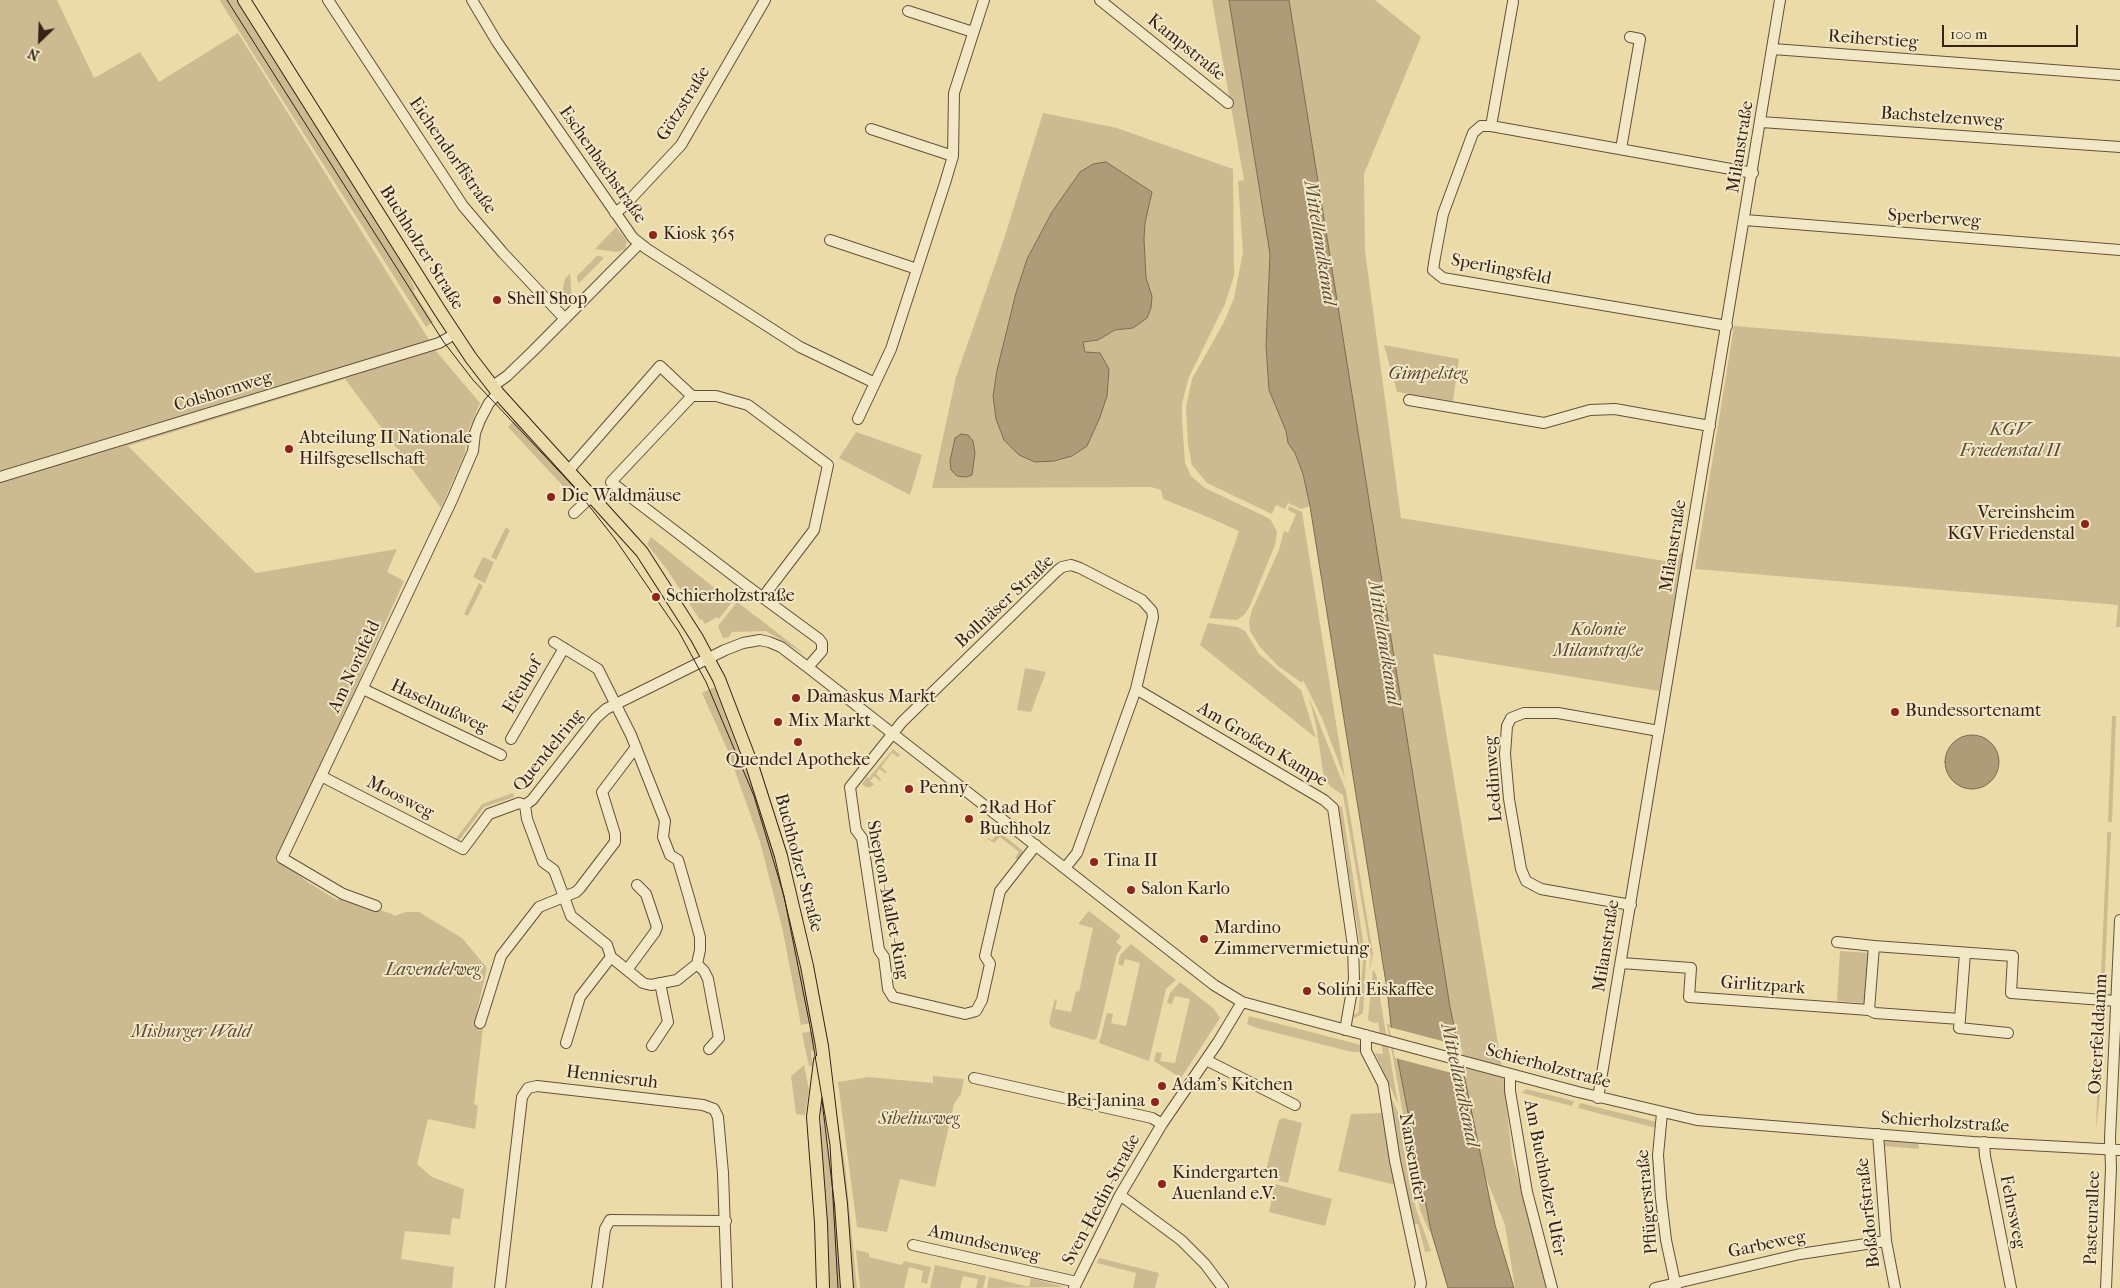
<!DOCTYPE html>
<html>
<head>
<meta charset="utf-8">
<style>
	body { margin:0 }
	#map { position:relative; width:2120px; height:1288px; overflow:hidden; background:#ebdba8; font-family:"IM FELL French Canon",serif }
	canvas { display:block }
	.north { position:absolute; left:15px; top:15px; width:50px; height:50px; -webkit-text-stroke:4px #f2e8c6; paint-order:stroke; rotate:204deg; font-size:14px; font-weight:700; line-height:20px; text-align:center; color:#362118 }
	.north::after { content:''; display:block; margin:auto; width:18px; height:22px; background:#362118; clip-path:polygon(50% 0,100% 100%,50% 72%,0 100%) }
	.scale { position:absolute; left:1942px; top:25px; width:136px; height:22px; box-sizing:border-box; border:2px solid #362118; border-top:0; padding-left:6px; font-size:15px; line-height:18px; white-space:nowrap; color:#362118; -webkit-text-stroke:4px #f2e8c6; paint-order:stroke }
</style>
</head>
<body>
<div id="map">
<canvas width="2120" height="1288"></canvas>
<div class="north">N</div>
<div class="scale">100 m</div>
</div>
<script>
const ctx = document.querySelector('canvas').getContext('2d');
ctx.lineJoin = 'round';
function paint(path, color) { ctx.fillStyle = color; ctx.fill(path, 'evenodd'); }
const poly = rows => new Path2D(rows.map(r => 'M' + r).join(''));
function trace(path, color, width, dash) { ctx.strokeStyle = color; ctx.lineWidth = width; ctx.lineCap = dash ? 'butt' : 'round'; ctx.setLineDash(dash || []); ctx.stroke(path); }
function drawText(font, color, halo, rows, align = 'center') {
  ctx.font = font + ' "IM FELL French Canon",serif'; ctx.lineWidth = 4; ctx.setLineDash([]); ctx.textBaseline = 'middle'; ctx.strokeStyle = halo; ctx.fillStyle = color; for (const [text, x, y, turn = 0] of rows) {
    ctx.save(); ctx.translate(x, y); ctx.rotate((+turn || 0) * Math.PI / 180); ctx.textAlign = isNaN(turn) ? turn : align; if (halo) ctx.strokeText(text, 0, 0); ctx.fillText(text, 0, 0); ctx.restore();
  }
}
const green = poly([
	[0,0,57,0,94,78,140,52,159,82,238,33,436,351,480,403,466,436,465,453,441,508,345,379,128,446,256,573,397,549,387,572,404,581,279,859,309,883,337,900,342,897,392,914,394,916,406,912,419,912,462,938,487,968,474,1025,483,1028,474,1104,478,1106,475,1129,428,1119,417,1164,432,1177,464,1189,460,1219,452,1218,450,1235,405,1231,401,1259,454,1267,452,1288,0,1288],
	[221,0,238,0,403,264,415,289,413,291,433,322,426,327,220,1],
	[248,0,252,0,440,298,438,297],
	[1212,0,1229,0,1270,254,1266,346,1269,390,1286,431,1288,443,1295,453,1303,474,1310,506,1301,509,1288,503,1285,509,1276,505,1272,514,1207,483,1192,465,1188,445,1186,407,1192,379,1224,322,1234,298,1243,252,1238,181,1244,180],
	[1289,0,1375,0,1421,37,1364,174,1365,251,1401,518,1665,561,1683,552,1659,691,1433,654,1503,1073,1512,1157,1549,1288,1515,1288,1505,1225,1483,1171,1470,1109,1450,1007],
	[1043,113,1117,128,1233,169,1234,276,1225,304,1189,377,1182,403,1182,420,1185,463,1191,476,1205,488,1266,517,1271,520,1277,532,1275,545,1250,606,1245,614,1237,620,1209,618,1239,531,1203,515,1163,499,1161,490,1151,487,932,488,956,377,1004,239],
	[1080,172,1130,178,1152,192,1145,223,1144,239,1146,278,1152,296,1133,328,1115,330,1098,340,1083,342,1085,352,1019,455,1004,440,996,419,993,396,997,370,1016,293,1027,259,1052,212],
	[616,227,627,241,625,249,618,252,595,249],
	[597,256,600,256,604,258,579,283,577,279,577,276],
	[570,273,572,300,568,306,559,306,565,279],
	[1734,326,2120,357,2120,627,2116,627,2118,605,1695,569],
	[1384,345,1459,359,1453,401,1397,392],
	[515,420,583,494,576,500,508,427],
	[856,432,922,455,910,495,839,458],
	[1289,506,1302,512,1345,779,1322,718,1303,680,1302,683,1278,666,1260,647,1250,631,1249,622,1252,610,1279,550,1284,531,1288,533,1296,514,1288,510],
	[506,527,510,530,496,560,491,557],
	[651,537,732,602,719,619,717,617,705,624,702,619,700,620,668,571,647,544],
	[483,557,494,562,485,583,473,577],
	[479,583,483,586,468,616,464,614],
	[737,602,766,624,806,655,766,631,732,632,729,637,723,638,718,626],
	[1208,623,1237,627,1245,631,1259,654,1301,690,1316,738,1200,645],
	[1025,668,1046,672,1031,712,1017,710],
	[712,688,715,688,752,786,776,860,794,936,811,1023,801,1025,782,927,760,842,728,751,702,693],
	[1309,697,1346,791,1373,954,1369,973,1371,956,1343,795,1331,787,1324,778,1316,725],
	[2112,716,2116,716,2112,822,2108,822],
	[893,749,900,755,898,757,892,753,881,767,887,772,885,773,879,769,876,774,881,779,880,781,874,776,870,781,874,784,871,787,866,787,862,784,867,777,869,778],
	[513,793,514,797,484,807,458,842,455,840,482,804],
	[1334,803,1342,807,1366,960,1363,1013,1355,1018,1353,1017,1353,1015,1358,1013,1359,1007,1363,962,1361,949,1358,947,1360,943,1355,913,1352,909,1354,906,1349,874,1346,870,1348,867,1343,834,1340,830,1341,828,1339,815],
	[999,832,1023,851,1019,861,1015,858,1019,852,1000,837,994,843,988,839,983,844,988,838,992,840],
	[2109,832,2111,832,2104,995,2100,996,2107,844,2107,833],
	[1089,911,1121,936,1116,942,1122,947,1117,954,1097,1038,1094,1040,1051,1027,1049,1023,1055,999,1057,1000,1055,1009,1071,1012,1076,991,1079,992,1093,928,1078,924],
	[1131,944,1176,980,1166,989,1149,1061,1099,1043,1107,1013,1113,1014,1111,1023,1126,1026,1140,963,1125,959,1123,966,1118,964,1120,955],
	[1840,951,1869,953,1866,1003,1837,1001],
	[1373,970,1376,974,1398,1104,1375,1053,1383,1054,1378,1022,1375,1023,1369,1021,1368,1019],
	[1180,982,1214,1009,1220,1018,1181,1078,1154,1061,1156,1052,1162,1053,1160,1061,1175,1063,1190,999,1175,996,1172,1004,1167,1003,1170,993],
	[2100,1004,2104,1005,2101,1087,2096,1129],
	[1249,1016,1361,1045,1363,1052,1352,1052,1257,1028,1247,1024],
	[1387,1024,1391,1025,1431,1231,1429,1231,1420,1210],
	[813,1031,815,1050,811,1051,813,1066,809,1066,802,1033],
	[804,1065,809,1090,805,1115,796,1114,791,1076],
	[831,1076,845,1165,857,1288,852,1288],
	[933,1076,964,1079,961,1094,954,1104,935,1187,900,1179,887,1232,857,1227,838,1082,868,1077,933,1083],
	[1386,1087,1398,1112,1409,1182,1417,1212,1431,1251,1425,1252,1418,1224,1411,1225],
	[1526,1089,1574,1101,1572,1106,1522,1093],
	[1580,1103,1657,1122,1656,1128,1578,1108],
	[820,1107,827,1107,842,1288,826,1288,817,1126,822,1126],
	[1382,1113,1396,1185,1338,1171,1351,1114],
	[1283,1118,1302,1123,1288,1183,1264,1177,1279,1120],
	[1891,1140,1918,1142,1919,1149,1883,1146,1885,1142],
	[1275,1184,1332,1199,1325,1226,1269,1212],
	[856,1250,869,1253,869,1257,902,1265,904,1261,931,1267,927,1284,921,1282,923,1271,909,1267,904,1288,860,1288],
	[1099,1258,1159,1273,1155,1288,1133,1288,1136,1273,1097,1263],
	[935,1265,986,1276,983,1288,976,1288,978,1279,963,1276,960,1288,930,1288],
	[989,1277,1029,1287,1031,1278,1065,1287,987,1288]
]);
const water = poly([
	[1229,0,1289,0,1450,1007,1495,1225,1514,1288,1448,1288,1431,1231,1391,1025,1387,989,1310,506,1303,474,1295,453,1288,443,1286,431,1269,390,1266,346,1270,254,1229,0],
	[1106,162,1152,192,1145,223,1144,239,1146,278,1152,296,1151,308,1147,318,1133,328,1115,330,1098,340,1083,342,1085,352,1100,353,1109,369,1107,396,1100,417,1087,446,1072,456,1054,461,1035,462,1019,455,1004,440,996,419,993,396,997,370,1016,293,1027,259,1052,212,1080,172,1093,164,1106,162],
	[961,434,968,435,973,441,975,453,972,475,966,477,957,476,951,470,950,461,955,438,961,434],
	'1945 762a27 27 0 1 1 54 0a27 27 0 1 1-54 0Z'
]);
const pier = poly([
	[1389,1027,1461,1046,1467,1077,1395,1058]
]);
const minor = poly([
	[328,0,463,206,503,253,565,319],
	[472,0,497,42,633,238,647,249,800,347,875,383],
	[1100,0,1228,103],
	[908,11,973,32],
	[1773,49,2120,75],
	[1761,122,2120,147],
	[1491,126,1513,2],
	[871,129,953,156],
	[1621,149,1640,39,1630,37],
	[615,213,623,207,681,145,765,0],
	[1745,220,2120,250],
	[830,240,917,269],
	[1727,326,1443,278,1433,270,1435,257,1443,214,1473,133,1481,126,1491,126,1753,173],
	[493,386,507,376,533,351,639,244],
	[1409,400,1544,423,1590,410,1615,409,1710,426],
	[858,419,891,349,945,183,953,156,954,93,984,0],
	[569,470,660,366,692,396],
	[0,477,439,343,455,334],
	[574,513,593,495],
	[763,597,814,530,828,465,748,405,716,396,692,396,611,482,747,586,819,639,822,643,822,651,808,667],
	[363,689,501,755],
	[1136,689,1324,800,1333,808,1353,946,1354,979,1345,1030],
	[511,739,564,648],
	[321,776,463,849,489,814,519,803,525,805],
	[525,805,532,800,596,718,606,709,725,650,743,643,760,640,769,642,781,647,810,669,1214,985,1242,1002,1578,1092,1697,1120,1973,1142,2120,1150],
	[525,805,527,819,543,862,554,870,571,916,607,945,611,957,643,983,651,985,677,980,697,964,700,950,700,937,688,894,678,860,670,855,663,837,665,821,631,735,598,669,554,642],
	[1036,845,1000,891,985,956,990,964,982,1000,976,1011,965,1014,893,997,888,989,884,957,879,950,862,838,856,830,850,787,902,722,1057,571,1062,567,1071,565,1080,568,1142,600,1152,611,1153,617,1136,689,1077,853,1065,868],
	[1631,905,1541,889,1526,881,1521,869,1509,799,1505,754,1507,726,1511,718,1524,713,1558,713,1659,731],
	[376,906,343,894,282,858,452,500,473,451,475,433,480,420,489,403,498,393],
	[1837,942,1874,946],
	[1621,963,1691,968,1689,997,1869,1010,1874,946,2013,956,2011,993,2116,1001],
	[697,964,704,971,708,979,719,1038,709,1049],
	[627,970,655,932,657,927,646,894,637,885],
	[1869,1010,1875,1013,1960,1019,1959,1028,2008,1033],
	[1960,1019,1965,953],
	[480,1023,501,956,539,907,576,892,580,888,615,842,615,834,602,792,636,747],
	[1366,1035,1366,1051,1383,1084,1395,1161,1421,1283,1420,1288],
	[566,1043,580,997,611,957],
	[652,1046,668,1022,660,983],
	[1206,1060,1295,1105],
	[1510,1074,1510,1091,1527,1192,1552,1288],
	[974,1078,1152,1118,1162,1124],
	[1598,1098,1780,0],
	[1662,1113,1658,1155,1661,1198,1666,1240,1676,1287],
	[1878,1134,1886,1241,1895,1288],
	[1984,1142,1985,1156,2011,1288],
	[1120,1195,1181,1240,1205,1264,1223,1288],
	[913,1245,1077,1282],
	[500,1288,522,1097,528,1088,537,1086,703,1105,714,1109,718,1117,723,1173,727,1288],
	[597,1288,605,1229,610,1220,726,1221],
	[1074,1288,1120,1195,1162,1124,1218,1042,1242,1002],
	[1655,1288,1800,1254,1886,1241],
	[2106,1288,2111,1168,2110,1138,2120,920]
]);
const major = poly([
	[244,0,440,311,471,358,498,393,642,552,697,638,719,679,752,765,781,856,807,966,822,1046,841,1204,847,1288],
	[820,1061,813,1117,821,1223,823,1288]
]);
const tram = poly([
	[227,0,443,341,473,380,575,488,615,539,679,632,706,682,754,796,784,896,810,1026,830,1145,838,1288]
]);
const markers = [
	[653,235,5,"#8f2418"],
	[497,300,5,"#8f2418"],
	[289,449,5,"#8f2418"],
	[551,497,5,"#8f2418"],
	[2085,524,5,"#8f2418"],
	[656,597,5,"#8f2418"],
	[796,698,5,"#8f2418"],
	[1895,712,5,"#8f2418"],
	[778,722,5,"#8f2418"],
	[798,742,5,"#8f2418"],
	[909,789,5,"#8f2418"],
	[969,819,5,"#8f2418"],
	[1094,862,5,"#8f2418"],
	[1131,890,5,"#8f2418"],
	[1204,939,5,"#8f2418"],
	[1307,991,5,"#8f2418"],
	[1162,1086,5,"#8f2418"],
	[1155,1102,5,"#8f2418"],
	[1162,1184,5,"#8f2418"]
];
const streetNames = [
	["Reiherstieg",1873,40,4],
	["Kampstraße",1186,48,39],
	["Götzstraße",684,104,-58],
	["Bachstelzenweg",1942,118,4],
	["Milanstraße",1741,147,-81],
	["Eichendorffstraße",452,156,55],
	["Eschenbachstraße",602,165,55],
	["Sperberweg",1934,219,4],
	["Buchholzer Straße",421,248,58],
	["Sperlingsfeld",1501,270,11],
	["Colshornweg",223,392,-17],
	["Milanstraße",1674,546,-81],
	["Bollnäser Straße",1005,602,-43],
	["Am Nordfeld",355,667,-65],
	["Efeuhof",523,686,-60],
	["Haselnußweg",439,707,25],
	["Am Großen Kampe",1262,745,31],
	["Quendelring",549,751,-51],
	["Leddinweg",1494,779,-94],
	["Moosweg",400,798,27],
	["Buchholzer Straße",798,863,75],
	["Shepton-Mallet-Ring",887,900,79],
	["Milanstraße",1607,946,-81],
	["Girlitzpark",1763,986,4],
	["Osterfelddamm",2099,1034,-87],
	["Schierholzstraße",1548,1067,15],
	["Henniesruh",612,1078,7],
	["Schierholzstraße",1945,1123,4],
	["Nansenufer",1412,1158,80],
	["Am Buchholzer Ufer",1544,1178,79],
	["Sven-Hedin-Straße",1102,1200,-62],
	["Pflügerstraße",1648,1202,-95],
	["Fehrsweg",2012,1212,79],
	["Boßdorfstraße",1869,1213,-96],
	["Pasteurallee",2093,1218,-88],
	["Amundsenweg",984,1244,13],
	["Garbeweg",1767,1245,-12]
];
const poiNames = [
	["Kiosk 365",663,235],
	["Shell Shop",507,300],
	["Abteilung II Nationale",299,439],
	["Hilfsgesellschaft",299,460],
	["Die Waldmäuse",561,497],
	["Vereinsheim",2075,514,"right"],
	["KGV Friedenstal",2075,535,"right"],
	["Schierholzstraße",666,597],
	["Damaskus Markt",806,698],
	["Bundessortenamt",1905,712],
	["Mix Markt",788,722],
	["Quendel Apotheke",798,761,"center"],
	["Penny",919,789],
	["2Rad Hof",979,809],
	["Buchholz",979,830],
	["Tina II",1104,862],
	["Salon Karlo",1141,890],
	["Mardino",1214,929],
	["Zimmervermietung",1214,950],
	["Solini Eiskaffee",1317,991],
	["Adam's Kitchen",1172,1086],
	["Bei Janina",1145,1102,"right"],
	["Kindergarten",1172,1174],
	["Auenland e.V.",1172,1195]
];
const parkNames = [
	["Gimpelsteg",1428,375],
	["KGV",2010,431],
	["Friedenstal II",2010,452],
	["Kolonie",1598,631],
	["Milanstraße",1598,652],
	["Lavendelweg",433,971],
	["Misburger Wald",191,1033],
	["Sibeliusweg",919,1120]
];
const waterNames = [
	["Mittellandkanal",1319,243,81],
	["Mittellandkanal",1383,643,81],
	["Mittellandkanal",1459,1085,78]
];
paint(green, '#ccbb90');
paint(water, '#ad9c77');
trace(water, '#7d6b51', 1);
paint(pier, '#ebdba8');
trace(minor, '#63503c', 12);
trace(major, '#362118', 14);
trace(minor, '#f2e8c6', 10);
trace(major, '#ebdba8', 12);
trace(tram, '#362118', 1);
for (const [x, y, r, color] of markers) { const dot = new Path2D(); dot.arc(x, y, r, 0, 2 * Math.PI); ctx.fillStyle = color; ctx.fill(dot); trace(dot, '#f2e8c6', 2); }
drawText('18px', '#362118', '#f2e8c6', streetNames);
drawText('18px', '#362118', '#f2e8c6', poiNames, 'left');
drawText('italic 18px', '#5c4836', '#f2e8c6', parkNames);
drawText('italic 19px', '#604c39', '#f2e8c6', waterNames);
</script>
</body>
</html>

______

_WORK REQUEST_. Look through the entries above for the word "turn". Copy every line where it shows up.

_COMPLETED TASK_.
  ctx.font = font + ' "IM FELL French Canon",serif'; ctx.lineWidth = 4; ctx.setLineDash([]); ctx.textBaseline = 'middle'; ctx.strokeStyle = halo; ctx.fillStyle = color; for (const [text, x, y, turn = 0] of rows) {
    ctx.save(); ctx.translate(x, y); ctx.rotate((+turn || 0) * Math.PI / 180); ctx.textAlign = isNaN(turn) ? turn : align; if (halo) ctx.strokeText(text, 0, 0); ctx.fillText(text, 0, 0); ctx.restore();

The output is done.